• **DATA PROVIDED**:

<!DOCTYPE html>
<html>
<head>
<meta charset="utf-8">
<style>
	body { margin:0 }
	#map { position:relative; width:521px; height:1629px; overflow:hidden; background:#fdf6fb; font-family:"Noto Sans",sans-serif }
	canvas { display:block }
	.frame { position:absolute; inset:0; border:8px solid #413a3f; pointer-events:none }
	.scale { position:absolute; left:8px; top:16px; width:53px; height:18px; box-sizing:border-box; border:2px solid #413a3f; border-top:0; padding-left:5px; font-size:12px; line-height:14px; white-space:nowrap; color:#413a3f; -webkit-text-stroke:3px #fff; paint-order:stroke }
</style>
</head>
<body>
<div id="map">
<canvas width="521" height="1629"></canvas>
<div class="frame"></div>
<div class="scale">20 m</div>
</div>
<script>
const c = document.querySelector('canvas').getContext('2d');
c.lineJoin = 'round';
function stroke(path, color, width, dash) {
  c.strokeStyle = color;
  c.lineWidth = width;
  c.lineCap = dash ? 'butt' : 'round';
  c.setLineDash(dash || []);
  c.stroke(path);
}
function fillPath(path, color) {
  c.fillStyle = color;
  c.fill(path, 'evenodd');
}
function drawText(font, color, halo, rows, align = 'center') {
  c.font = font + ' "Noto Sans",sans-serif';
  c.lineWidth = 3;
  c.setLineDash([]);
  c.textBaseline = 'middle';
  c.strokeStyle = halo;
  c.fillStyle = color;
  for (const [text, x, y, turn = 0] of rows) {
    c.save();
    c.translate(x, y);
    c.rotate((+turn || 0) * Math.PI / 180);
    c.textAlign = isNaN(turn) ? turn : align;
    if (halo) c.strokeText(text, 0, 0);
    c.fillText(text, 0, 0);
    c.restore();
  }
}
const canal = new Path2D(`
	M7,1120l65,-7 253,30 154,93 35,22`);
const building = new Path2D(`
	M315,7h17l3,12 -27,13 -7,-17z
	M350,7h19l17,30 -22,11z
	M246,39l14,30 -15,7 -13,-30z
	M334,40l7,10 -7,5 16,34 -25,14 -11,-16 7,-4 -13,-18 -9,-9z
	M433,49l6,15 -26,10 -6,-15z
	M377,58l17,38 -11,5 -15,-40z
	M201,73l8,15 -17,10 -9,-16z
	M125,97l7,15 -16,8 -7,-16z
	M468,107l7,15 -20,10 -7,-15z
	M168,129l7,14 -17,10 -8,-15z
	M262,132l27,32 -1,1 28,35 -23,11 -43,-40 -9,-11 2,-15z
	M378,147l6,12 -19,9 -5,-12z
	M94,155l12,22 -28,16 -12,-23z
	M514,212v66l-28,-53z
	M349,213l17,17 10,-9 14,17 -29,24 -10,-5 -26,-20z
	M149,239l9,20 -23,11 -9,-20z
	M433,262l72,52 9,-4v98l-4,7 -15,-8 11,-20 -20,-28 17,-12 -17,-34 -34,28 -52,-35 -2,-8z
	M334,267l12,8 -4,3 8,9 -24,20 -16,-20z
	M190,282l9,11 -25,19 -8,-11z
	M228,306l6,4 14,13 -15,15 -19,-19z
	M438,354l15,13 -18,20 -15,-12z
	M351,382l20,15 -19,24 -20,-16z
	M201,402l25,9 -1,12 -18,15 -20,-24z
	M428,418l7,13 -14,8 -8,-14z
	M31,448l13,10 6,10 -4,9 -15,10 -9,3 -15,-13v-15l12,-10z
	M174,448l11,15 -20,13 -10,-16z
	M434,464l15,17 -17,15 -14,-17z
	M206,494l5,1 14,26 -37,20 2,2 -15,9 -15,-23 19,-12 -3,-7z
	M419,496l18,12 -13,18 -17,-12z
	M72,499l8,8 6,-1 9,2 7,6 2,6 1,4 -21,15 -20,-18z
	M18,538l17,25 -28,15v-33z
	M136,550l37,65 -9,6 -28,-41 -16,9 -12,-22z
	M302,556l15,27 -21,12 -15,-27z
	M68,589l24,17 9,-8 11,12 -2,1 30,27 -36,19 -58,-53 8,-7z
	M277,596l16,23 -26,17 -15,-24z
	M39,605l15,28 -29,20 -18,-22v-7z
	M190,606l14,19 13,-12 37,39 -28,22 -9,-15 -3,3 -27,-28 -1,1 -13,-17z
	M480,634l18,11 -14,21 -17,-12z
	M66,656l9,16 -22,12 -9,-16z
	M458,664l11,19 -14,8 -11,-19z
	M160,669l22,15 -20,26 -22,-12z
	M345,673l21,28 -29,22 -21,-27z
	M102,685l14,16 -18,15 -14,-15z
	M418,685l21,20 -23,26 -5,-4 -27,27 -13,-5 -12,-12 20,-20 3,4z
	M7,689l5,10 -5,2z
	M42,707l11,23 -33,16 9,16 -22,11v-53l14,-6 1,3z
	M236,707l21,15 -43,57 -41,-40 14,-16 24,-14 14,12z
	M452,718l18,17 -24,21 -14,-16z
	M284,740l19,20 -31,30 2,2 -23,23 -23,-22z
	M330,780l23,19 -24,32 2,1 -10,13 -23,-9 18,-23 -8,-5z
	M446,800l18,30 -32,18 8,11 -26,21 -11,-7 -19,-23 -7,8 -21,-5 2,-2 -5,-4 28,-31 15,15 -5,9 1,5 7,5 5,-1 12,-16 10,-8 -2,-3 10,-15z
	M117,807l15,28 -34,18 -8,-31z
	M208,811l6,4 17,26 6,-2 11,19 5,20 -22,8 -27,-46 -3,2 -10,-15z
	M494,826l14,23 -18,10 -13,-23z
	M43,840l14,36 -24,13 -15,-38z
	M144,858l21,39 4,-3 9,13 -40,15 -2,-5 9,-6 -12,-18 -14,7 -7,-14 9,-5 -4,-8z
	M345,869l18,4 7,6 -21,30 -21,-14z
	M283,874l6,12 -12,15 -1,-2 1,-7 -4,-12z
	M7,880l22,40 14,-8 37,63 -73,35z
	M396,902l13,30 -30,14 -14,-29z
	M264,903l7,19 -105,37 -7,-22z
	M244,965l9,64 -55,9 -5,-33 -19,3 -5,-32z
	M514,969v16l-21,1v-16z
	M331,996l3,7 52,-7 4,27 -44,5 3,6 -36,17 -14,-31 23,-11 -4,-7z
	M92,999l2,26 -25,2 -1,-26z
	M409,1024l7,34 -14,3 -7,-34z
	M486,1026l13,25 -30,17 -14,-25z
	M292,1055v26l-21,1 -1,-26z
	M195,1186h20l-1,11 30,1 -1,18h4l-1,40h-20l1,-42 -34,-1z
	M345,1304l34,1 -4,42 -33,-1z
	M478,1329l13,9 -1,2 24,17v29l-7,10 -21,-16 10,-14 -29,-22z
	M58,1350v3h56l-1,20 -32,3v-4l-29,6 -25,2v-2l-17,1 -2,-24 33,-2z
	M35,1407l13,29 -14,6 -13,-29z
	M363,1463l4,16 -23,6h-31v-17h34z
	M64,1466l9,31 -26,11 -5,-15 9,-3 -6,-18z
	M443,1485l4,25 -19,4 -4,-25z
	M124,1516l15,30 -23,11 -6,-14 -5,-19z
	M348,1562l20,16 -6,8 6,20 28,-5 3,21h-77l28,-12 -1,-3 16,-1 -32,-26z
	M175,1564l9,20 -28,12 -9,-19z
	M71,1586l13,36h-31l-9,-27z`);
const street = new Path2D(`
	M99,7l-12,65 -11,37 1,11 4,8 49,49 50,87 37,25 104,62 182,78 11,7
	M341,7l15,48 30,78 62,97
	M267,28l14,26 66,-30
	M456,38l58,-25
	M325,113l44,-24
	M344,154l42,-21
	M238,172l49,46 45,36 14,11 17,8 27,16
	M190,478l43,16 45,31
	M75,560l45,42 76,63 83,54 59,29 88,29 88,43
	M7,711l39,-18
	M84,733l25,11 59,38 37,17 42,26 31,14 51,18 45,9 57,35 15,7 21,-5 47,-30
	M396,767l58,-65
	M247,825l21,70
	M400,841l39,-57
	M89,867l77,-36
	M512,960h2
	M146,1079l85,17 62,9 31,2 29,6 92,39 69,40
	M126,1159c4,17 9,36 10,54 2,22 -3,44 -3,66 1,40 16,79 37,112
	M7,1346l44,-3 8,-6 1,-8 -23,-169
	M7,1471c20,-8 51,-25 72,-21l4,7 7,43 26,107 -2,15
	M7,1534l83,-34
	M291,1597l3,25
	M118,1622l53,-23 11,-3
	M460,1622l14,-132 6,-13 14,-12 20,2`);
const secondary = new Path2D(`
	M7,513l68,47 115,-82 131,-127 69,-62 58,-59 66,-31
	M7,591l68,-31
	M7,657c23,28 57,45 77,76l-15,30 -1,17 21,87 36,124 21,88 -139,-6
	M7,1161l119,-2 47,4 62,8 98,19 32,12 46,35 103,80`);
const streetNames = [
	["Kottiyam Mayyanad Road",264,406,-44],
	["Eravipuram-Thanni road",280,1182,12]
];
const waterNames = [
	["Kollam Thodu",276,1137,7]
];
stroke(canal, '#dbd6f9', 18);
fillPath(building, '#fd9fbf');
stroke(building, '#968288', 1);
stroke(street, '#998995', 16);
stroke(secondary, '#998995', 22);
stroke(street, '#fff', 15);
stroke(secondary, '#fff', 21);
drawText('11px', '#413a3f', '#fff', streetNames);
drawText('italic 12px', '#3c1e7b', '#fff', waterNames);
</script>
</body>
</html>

• **WHAT NEEDS TO BE DONE**: Could you return exactly the stretch of the data above that starts at the line with "M149,239l9,20 -23,11 -9,-20z" and ends at the line with "M284,740l19,20 -31,30 2,2 -23,23 -23,-22z", both lines included?

• **EXERCISE SOLUTION**:
	M149,239l9,20 -23,11 -9,-20z
	M433,262l72,52 9,-4v98l-4,7 -15,-8 11,-20 -20,-28 17,-12 -17,-34 -34,28 -52,-35 -2,-8z
	M334,267l12,8 -4,3 8,9 -24,20 -16,-20z
	M190,282l9,11 -25,19 -8,-11z
	M228,306l6,4 14,13 -15,15 -19,-19z
	M438,354l15,13 -18,20 -15,-12z
	M351,382l20,15 -19,24 -20,-16z
	M201,402l25,9 -1,12 -18,15 -20,-24z
	M428,418l7,13 -14,8 -8,-14z
	M31,448l13,10 6,10 -4,9 -15,10 -9,3 -15,-13v-15l12,-10z
	M174,448l11,15 -20,13 -10,-16z
	M434,464l15,17 -17,15 -14,-17z
	M206,494l5,1 14,26 -37,20 2,2 -15,9 -15,-23 19,-12 -3,-7z
	M419,496l18,12 -13,18 -17,-12z
	M72,499l8,8 6,-1 9,2 7,6 2,6 1,4 -21,15 -20,-18z
	M18,538l17,25 -28,15v-33z
	M136,550l37,65 -9,6 -28,-41 -16,9 -12,-22z
	M302,556l15,27 -21,12 -15,-27z
	M68,589l24,17 9,-8 11,12 -2,1 30,27 -36,19 -58,-53 8,-7z
	M277,596l16,23 -26,17 -15,-24z
	M39,605l15,28 -29,20 -18,-22v-7z
	M190,606l14,19 13,-12 37,39 -28,22 -9,-15 -3,3 -27,-28 -1,1 -13,-17z
	M480,634l18,11 -14,21 -17,-12z
	M66,656l9,16 -22,12 -9,-16z
	M458,664l11,19 -14,8 -11,-19z
	M160,669l22,15 -20,26 -22,-12z
	M345,673l21,28 -29,22 -21,-27z
	M102,685l14,16 -18,15 -14,-15z
	M418,685l21,20 -23,26 -5,-4 -27,27 -13,-5 -12,-12 20,-20 3,4z
	M7,689l5,10 -5,2z
	M42,707l11,23 -33,16 9,16 -22,11v-53l14,-6 1,3z
	M236,707l21,15 -43,57 -41,-40 14,-16 24,-14 14,12z
	M452,718l18,17 -24,21 -14,-16z
	M284,740l19,20 -31,30 2,2 -23,23 -23,-22z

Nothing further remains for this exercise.